Role of peripheral corticotropin-releasing factor and urocortin II in intestinal inflammation and motility in terminal ileum

Abstract

Corticotropin-releasing factor (CRF) and the closely related family of neuropeptides urocortins (Ucns) are ancient paracrine-signaling peptides secreted in both the central and peripheral neural circuits. CRF and Ucns released from the CNS (central) regulate a plethora of physiological processes that include food intake, inflammation, and bowel motility and permeability. In the gastrointestinal tract, CRF actions are largely proinflammatory, whereas the effects of the Ucn subtypes can be either pro- or antiinflammatory. Central (intracerebroventricular) or peripheral (i.p.) administration of CRF or Ucns inhibits gastric emptying and promotes colonic motility. To ascertain the role of peripherally expressed CRF and UcnII in gastrointestinal inflammation and motility, we generated ileum-specific phenotypic knockouts of these peptides by using RNA interference. Long dsRNA effectively silenced basal expression of CRF and UcnII in ileum. Control dsRNA or saline treatment did not affect CRF or UcnII expression. In an experimental model of toxin-induced intestinal inflammation, inhibition of CRF ablated the inflammatory response (measured by epithelial damage, mucosal edema, and neutrophil infiltration). UcnII dsRNA treatment did not alter the inflammatory response to toxin. Furthermore, ileal motility was increased after site-specific inhibition of both CRF and UcnII. Thus, we demonstrate that ileal-specific CRF promotes inflammation and both CRF and UcnII modulate bowel motility.

Fig. 1.

CRF and UcnII inhibition by RNAi in rat ileum.
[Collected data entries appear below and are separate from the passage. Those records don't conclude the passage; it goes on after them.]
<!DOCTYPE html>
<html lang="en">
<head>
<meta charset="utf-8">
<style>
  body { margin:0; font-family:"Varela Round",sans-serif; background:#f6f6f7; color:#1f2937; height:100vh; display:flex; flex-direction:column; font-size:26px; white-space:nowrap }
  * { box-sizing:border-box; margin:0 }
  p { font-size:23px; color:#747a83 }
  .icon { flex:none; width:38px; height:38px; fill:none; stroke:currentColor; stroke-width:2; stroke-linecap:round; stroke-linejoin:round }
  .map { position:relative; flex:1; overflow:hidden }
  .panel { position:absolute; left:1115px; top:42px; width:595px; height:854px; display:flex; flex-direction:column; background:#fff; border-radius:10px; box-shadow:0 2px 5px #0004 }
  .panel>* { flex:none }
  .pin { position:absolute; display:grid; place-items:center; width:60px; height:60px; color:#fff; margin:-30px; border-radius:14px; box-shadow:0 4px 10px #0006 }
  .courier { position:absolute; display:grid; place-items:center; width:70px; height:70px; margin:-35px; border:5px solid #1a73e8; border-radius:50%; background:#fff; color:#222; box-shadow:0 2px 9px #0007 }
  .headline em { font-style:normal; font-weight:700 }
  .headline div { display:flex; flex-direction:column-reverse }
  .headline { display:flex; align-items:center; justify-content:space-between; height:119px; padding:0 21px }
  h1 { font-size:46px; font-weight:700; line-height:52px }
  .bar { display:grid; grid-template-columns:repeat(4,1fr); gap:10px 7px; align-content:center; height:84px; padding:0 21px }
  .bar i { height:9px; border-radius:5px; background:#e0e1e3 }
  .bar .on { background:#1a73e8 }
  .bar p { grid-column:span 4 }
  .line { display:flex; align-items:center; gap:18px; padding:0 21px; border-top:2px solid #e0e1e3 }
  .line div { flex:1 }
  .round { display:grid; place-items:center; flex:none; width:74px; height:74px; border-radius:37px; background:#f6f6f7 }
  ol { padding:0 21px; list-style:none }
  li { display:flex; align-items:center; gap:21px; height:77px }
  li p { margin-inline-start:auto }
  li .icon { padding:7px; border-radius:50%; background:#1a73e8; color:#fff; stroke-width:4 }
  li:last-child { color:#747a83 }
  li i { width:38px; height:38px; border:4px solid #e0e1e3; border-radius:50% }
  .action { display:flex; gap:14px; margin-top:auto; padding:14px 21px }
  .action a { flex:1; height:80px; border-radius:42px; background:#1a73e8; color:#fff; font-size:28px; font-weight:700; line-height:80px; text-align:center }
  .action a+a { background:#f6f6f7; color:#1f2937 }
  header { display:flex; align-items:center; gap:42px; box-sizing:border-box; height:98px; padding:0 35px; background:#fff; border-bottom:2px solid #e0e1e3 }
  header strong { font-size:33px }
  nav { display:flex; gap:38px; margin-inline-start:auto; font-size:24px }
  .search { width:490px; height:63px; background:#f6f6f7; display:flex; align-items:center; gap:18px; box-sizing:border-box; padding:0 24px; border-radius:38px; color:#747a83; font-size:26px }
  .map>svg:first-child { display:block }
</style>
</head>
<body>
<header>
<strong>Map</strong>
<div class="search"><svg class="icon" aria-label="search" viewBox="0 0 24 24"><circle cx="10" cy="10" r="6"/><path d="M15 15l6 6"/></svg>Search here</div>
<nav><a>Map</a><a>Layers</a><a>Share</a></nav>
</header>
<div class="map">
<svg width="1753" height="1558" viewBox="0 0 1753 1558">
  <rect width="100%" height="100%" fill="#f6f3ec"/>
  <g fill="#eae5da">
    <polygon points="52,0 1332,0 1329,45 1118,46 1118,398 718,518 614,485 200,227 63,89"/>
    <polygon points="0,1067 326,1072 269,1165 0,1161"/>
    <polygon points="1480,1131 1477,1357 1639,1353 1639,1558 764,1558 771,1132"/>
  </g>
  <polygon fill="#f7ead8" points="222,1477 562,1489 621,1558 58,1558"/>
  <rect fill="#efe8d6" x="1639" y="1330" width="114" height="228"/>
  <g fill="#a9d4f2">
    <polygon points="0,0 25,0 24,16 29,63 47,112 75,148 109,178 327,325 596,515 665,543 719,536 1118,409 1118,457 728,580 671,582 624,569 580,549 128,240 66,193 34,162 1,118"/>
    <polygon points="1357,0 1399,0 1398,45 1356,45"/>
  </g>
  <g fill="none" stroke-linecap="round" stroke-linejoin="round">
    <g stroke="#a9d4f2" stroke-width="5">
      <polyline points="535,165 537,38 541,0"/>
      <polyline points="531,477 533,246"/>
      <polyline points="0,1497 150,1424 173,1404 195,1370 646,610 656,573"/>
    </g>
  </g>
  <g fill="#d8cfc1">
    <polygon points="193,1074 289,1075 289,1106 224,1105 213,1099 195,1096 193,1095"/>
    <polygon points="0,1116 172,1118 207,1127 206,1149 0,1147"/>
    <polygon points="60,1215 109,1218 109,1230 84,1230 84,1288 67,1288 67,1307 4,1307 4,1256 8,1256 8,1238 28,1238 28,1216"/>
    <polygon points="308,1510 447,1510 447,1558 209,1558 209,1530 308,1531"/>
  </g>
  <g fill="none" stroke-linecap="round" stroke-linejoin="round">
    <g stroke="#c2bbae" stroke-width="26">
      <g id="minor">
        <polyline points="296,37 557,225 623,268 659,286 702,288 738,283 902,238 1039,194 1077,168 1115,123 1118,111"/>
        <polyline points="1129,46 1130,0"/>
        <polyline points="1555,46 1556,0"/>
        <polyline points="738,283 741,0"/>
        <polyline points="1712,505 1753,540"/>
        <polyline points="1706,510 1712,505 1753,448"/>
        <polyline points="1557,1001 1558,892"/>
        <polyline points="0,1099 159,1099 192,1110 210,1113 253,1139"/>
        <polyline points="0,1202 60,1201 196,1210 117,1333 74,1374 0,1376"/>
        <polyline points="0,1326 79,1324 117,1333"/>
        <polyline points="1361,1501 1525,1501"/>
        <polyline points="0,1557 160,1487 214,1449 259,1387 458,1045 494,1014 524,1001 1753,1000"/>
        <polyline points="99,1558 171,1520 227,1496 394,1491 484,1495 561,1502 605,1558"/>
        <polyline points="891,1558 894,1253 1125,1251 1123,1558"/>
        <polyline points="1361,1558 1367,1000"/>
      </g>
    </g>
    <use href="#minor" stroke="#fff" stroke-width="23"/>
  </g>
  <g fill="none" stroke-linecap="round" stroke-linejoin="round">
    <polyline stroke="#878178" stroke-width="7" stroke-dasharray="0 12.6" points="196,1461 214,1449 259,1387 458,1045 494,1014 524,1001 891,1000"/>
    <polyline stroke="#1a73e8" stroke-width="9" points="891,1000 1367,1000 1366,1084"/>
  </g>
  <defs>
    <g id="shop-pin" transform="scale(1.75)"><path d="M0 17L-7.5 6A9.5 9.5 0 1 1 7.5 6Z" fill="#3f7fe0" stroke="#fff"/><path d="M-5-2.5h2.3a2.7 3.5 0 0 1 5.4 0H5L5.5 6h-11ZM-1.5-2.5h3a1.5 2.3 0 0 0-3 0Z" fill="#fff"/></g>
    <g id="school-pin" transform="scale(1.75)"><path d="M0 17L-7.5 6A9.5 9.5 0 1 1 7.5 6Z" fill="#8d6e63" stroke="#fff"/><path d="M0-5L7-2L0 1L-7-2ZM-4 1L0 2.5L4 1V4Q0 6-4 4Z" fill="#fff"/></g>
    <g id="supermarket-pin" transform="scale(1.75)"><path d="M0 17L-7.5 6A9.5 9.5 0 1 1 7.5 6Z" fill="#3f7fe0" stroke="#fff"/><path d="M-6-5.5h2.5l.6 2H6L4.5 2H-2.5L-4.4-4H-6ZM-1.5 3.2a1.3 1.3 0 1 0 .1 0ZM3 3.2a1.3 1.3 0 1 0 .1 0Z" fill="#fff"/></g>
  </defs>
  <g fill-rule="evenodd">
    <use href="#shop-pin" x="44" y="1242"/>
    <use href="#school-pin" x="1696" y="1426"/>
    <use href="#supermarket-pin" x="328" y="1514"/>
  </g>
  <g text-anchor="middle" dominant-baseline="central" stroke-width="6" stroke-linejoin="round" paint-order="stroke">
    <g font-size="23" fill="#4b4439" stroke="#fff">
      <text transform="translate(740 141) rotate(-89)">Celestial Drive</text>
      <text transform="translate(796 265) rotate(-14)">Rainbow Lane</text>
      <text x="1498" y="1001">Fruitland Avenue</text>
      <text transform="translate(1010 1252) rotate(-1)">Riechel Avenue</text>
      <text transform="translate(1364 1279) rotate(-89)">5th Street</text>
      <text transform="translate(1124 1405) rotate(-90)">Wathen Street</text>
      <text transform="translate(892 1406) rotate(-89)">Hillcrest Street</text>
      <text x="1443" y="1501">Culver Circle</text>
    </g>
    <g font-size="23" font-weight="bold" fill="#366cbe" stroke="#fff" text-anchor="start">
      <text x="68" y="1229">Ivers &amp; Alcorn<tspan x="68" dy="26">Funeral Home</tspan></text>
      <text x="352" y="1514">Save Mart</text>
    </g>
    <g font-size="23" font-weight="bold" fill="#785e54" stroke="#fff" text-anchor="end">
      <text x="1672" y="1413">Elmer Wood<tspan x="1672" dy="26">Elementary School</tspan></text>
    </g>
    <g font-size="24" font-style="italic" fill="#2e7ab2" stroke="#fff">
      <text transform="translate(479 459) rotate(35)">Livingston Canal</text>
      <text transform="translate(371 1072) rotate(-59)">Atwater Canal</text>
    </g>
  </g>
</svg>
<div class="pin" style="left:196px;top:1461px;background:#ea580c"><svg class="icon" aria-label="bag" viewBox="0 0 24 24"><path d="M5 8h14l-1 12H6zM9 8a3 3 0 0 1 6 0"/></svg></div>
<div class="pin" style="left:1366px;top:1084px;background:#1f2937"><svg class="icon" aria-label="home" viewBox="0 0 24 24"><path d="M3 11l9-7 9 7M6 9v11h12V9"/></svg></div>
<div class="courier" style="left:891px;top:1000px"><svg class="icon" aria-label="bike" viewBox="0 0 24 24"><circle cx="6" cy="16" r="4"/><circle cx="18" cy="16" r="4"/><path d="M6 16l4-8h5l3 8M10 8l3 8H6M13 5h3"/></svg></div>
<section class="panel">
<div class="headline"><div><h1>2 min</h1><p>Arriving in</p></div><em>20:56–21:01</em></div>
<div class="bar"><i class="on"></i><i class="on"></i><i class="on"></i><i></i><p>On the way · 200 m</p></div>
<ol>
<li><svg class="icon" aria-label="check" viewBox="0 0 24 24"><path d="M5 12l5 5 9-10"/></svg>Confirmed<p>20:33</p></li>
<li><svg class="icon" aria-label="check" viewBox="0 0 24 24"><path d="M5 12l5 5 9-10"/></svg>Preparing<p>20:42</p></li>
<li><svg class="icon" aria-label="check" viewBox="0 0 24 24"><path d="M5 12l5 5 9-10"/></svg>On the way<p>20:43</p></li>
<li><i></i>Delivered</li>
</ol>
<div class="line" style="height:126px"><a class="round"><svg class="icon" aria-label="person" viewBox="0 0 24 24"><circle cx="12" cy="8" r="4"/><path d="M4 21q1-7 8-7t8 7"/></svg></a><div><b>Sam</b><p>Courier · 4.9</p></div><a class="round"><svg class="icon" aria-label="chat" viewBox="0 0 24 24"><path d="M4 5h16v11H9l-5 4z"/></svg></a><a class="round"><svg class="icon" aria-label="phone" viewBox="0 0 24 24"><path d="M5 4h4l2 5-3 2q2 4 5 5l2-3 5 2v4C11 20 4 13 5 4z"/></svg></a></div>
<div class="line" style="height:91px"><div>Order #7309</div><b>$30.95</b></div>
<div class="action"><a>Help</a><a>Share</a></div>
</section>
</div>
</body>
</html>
Groups of rats (n = 4–6) were treated with long dsRNA for CRF (dsCRF), UcnII (dsUcnII), or nonspecific control (dsGFP) for 5–7 days. (A) CRF peptide is undetectable by IHC in the nerve fibers (arrows) of the submucosal (SM) plexus of rats treated with dsRNA for CRF, whereas other treatment groups continued to express CRF in the ileum. (B) Results from RT-PCR reveal that mRNA for CRF or UcnII is significantly inhibited by RNAi treatment, with no UcnII cDNA product amplifiable in dsUcnII groups or very low levels of CRF cDNA product in dsCRF group. Cyclophilin, a housekeeping gene, was detectable in all three groups, and its expression was unaffected by RNAi treatment. (A and C) CRF expression is induced 3 h after TxA treatment in the submucosa and lamina propria (LP). This induction is specifically blocked by 6 days of pretreatment with long dsRNA against CRF. CRF, but not UcnII, is proinflammatory. (D and E) TxA treatment markedly destroys tissue morphology in control or UcnII dsRNA groups (n = 4–6) as assessed by epithelial damage, edema, and neutrophil infiltration. Inhibition of CRF by dsRNA resulted in significant protection of tissue damage that appeared similar to buffer-treated naïve animals. ANOVA indicated a global significant effect [F (3, 12) = 5.5; P < 0.02]. (F) Reduced tissue damage also resulted in reduced fluid secretion in dsCRF animals as a measured loop ratio (weight of the loop/length). ANOVA indicated a global effect [F (4, 17) = 8; P < 0.001]. Different letters denote statistically significant differences among groups (P < 0.01). [Magnification: ×10 (A and D) and ×40 (C).]

Fig. 2.

CRF and UcnII inhibition modulate intestinal motility. (A) Inhibition of CRF, and not UcnII, results in cumulative increase in fecal output over 24 h. Fecal pellets were counted daily for up to 4 days after dsRNA treatment. In contrast to CRF, UcnII displays circadian rhythm in exerting effects on ileal motility. (B) Assessment of the number of times red mucus or red-tinted pellets were expelled within a 5-h time frame (soon after lights on and just before the circadian rise in endogenous corticosteroid levels) indicates that ileal motility is enhanced by inhibition of both CRF and UcnII in this period.

Fig. 3.

Effect of down-regulation of ligands on their (CRF) receptors. After TxA administration, CRF-R1 protein expression is specifically up-regulated in rats pretreated with dsRNA against CRF, whereas that of CRF-R2 is not different (as determined by Western blot analysis; n = 4–6 per group).

Fig. 4.

CRF or UcnII dsRNA differentially alters TxA-mediated rise in corticosterone (B) concentrations. Basal prefasting or pre-TxA B concentrations were not significantly different among the groups. TxA treatment, however, increased B concentrations significantly in UcnII and control dsRNA-treated rats [ANOVA: F (3, 14) = 7.58; P < 0.01]. B levels in CRF dsRNA-treated rats were not significantly elevated or different from naïve buffer-treated controls. Different letters denotes statistically significant differences.